The evidence is unrelenting. The U.S. Bureau of Labor Statistics projects a need for 46,000 more automotive techs by 2026, in addition to the 750,000 techs who now work across the auto industry (about 317,000 of them for franchised dealerships). About one of every four veteran dealership techs leaves each year.
Where the new and replacement techs will come from is unclear. The TechForce Foundation reports a big drop in enrollment in auto tech programs offered by for-profit trade schools. The consulting firm Carlisle & Co. warns of an imminent industrywide shortage of as many as 25,000 techs.
Tech vacancies that aren’t filled mean service work that doesn’t get done. That afflicts the service department’s — and the dealership’s — bottom line, big time.

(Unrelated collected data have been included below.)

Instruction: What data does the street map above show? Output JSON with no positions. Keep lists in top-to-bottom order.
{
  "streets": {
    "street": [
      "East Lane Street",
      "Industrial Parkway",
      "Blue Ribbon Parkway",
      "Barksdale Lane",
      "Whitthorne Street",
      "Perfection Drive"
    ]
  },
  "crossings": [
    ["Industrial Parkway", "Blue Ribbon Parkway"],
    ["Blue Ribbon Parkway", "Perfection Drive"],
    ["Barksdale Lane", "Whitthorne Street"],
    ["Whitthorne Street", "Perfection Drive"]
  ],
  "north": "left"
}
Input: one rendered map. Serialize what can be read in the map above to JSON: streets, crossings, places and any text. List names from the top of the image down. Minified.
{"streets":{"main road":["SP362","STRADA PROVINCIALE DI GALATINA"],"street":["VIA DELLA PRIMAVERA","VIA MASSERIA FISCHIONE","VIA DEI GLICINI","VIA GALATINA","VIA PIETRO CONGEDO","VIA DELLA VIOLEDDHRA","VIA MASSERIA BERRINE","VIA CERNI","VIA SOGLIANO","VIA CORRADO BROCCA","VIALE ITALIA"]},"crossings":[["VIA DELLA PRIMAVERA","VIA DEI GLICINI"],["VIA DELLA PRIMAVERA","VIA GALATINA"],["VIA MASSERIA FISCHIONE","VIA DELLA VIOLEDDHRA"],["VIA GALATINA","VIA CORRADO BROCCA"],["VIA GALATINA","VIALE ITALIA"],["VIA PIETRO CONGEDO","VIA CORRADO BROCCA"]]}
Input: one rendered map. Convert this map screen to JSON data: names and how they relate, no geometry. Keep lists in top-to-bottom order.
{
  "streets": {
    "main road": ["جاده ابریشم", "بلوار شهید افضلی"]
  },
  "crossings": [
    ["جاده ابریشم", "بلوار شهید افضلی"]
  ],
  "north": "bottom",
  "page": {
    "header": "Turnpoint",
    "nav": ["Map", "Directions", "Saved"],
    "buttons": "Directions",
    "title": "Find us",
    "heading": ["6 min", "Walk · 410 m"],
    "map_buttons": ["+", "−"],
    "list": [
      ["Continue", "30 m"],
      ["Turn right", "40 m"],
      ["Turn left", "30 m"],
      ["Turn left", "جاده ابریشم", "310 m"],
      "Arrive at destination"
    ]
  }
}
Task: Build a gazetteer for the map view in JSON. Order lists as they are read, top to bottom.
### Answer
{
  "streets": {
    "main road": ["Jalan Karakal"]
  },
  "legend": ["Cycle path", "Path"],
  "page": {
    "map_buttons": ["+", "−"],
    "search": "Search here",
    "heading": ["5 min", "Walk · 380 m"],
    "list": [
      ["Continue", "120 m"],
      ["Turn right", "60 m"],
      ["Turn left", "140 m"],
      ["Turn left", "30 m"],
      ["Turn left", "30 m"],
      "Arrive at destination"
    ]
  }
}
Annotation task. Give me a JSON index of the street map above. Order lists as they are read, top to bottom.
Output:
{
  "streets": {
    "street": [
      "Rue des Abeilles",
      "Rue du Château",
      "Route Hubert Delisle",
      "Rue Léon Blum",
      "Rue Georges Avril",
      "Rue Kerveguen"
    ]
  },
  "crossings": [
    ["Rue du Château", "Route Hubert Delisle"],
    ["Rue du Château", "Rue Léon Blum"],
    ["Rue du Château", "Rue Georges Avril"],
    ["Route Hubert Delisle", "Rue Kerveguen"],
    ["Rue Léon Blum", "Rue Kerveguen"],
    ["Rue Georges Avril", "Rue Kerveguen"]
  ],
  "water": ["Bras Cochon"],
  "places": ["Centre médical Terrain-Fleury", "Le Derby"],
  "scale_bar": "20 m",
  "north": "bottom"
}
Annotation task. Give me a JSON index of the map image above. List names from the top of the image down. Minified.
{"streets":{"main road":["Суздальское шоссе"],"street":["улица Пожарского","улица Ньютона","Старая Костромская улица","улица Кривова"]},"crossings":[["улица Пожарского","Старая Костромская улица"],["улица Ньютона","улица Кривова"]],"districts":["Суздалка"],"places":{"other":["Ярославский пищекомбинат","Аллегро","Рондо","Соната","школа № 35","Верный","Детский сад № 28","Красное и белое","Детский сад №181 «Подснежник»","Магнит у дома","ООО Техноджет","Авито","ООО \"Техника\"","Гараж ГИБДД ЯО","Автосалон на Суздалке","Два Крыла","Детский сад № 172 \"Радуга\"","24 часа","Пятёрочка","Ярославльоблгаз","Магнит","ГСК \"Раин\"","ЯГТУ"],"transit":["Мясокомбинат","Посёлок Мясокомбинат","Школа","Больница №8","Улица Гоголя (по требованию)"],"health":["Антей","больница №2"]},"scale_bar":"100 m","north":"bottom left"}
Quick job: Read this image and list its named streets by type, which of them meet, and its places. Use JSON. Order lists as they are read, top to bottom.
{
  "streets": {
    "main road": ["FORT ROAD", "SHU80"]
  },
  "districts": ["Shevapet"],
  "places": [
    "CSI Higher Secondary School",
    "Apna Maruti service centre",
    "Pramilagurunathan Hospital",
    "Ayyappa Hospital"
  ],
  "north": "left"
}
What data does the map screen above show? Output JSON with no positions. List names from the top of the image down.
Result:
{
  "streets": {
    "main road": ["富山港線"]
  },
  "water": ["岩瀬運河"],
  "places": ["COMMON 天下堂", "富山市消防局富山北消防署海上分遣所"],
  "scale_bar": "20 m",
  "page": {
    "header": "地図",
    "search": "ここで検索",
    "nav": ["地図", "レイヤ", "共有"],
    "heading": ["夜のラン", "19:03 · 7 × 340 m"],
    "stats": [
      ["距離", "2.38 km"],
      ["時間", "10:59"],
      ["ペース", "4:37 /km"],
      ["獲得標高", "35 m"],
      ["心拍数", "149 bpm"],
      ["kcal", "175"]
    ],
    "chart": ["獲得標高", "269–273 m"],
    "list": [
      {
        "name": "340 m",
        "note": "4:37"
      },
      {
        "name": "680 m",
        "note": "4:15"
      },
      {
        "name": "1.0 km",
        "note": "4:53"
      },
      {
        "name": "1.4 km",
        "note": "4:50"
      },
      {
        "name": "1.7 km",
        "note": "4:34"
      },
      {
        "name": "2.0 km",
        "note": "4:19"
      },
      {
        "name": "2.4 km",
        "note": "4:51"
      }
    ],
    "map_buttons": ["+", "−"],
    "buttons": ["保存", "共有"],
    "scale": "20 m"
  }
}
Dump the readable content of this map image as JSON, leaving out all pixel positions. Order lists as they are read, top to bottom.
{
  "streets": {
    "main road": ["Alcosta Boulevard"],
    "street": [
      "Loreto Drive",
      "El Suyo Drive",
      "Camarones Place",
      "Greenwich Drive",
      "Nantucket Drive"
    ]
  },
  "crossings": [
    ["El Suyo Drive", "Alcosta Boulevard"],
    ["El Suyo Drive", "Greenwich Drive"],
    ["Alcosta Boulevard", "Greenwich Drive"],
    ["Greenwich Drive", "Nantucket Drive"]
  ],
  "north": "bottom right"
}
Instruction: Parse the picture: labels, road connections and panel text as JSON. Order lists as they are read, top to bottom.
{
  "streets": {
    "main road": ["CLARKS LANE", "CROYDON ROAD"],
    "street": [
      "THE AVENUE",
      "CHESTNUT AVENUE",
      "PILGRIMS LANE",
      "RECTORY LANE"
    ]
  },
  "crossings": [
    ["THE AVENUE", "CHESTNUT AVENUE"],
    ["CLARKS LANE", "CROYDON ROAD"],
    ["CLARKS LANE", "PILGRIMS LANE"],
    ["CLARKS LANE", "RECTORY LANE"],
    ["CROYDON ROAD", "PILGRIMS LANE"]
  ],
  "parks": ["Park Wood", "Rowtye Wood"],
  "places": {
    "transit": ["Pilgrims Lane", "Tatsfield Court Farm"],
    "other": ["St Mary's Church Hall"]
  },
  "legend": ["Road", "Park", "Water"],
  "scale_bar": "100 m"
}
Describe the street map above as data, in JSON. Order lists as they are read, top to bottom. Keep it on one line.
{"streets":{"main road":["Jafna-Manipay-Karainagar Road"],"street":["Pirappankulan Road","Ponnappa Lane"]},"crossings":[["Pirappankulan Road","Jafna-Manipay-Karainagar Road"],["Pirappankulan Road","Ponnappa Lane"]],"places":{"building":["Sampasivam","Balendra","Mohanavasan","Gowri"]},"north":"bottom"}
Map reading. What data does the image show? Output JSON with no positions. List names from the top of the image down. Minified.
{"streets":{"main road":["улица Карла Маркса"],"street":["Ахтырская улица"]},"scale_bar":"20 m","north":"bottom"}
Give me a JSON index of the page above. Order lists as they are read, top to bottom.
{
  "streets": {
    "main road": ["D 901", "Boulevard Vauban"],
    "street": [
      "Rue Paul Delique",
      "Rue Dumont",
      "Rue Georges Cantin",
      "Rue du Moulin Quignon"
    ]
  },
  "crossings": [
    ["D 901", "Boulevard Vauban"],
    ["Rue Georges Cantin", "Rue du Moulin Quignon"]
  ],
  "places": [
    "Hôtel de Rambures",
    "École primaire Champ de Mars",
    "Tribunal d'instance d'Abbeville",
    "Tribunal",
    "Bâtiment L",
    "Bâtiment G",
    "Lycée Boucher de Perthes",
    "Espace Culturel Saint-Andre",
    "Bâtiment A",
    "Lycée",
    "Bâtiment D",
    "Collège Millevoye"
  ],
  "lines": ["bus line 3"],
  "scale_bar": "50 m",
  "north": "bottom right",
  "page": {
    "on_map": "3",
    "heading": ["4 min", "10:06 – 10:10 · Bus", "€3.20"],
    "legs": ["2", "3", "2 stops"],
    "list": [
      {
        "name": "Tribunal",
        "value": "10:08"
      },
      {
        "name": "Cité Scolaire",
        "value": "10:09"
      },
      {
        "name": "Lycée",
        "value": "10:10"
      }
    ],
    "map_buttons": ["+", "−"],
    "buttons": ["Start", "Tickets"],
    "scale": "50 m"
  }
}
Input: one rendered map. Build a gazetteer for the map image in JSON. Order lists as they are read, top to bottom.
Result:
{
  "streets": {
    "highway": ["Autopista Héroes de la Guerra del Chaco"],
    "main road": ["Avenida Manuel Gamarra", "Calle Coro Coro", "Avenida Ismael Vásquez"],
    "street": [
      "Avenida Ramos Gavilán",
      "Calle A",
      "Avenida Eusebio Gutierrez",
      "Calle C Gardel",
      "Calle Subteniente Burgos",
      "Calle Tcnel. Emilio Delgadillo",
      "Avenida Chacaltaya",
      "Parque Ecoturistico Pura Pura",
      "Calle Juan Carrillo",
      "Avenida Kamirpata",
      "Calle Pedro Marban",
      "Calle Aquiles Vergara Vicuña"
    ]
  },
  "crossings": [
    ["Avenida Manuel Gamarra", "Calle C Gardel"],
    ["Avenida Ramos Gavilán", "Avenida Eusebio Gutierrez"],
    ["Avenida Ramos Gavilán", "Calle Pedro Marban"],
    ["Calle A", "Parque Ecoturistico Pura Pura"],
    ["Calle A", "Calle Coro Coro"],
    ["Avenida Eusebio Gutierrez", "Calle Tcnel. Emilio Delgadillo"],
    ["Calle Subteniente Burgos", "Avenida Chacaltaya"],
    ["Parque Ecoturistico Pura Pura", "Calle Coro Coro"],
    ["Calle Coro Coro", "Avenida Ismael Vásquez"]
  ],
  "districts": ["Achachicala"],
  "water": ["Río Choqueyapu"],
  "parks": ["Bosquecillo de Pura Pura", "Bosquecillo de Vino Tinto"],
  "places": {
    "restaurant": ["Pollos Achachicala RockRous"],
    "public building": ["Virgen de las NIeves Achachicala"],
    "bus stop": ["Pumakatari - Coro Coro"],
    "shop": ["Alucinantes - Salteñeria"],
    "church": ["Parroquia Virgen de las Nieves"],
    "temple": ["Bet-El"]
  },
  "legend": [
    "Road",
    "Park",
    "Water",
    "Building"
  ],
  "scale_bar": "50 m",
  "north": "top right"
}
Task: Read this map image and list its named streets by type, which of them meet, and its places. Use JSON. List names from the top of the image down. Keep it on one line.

More heartening is the industry’s response to the threat. We report that dealerships and dealership groups understand they’re not going to meet their needs merely by poaching techs from competitors. They’re growing and nurturing their own techs, often working with colleges, trade schools and high schools to identify and train tomorrow’s techs.
Automakers and suppliers are doing their part to broaden the pool of techs, providing scholarships, sponsoring apprenticeships, recruiting military veterans and setting up their own training programs. Industry groups, notably the National Automobile Dealers Association, are working aggressively to promote tech careers and centralize information about training opportunities.
All of these efforts are necessary, but they’re not sufficient. Every part of the industry must work even harder to close the tech gap.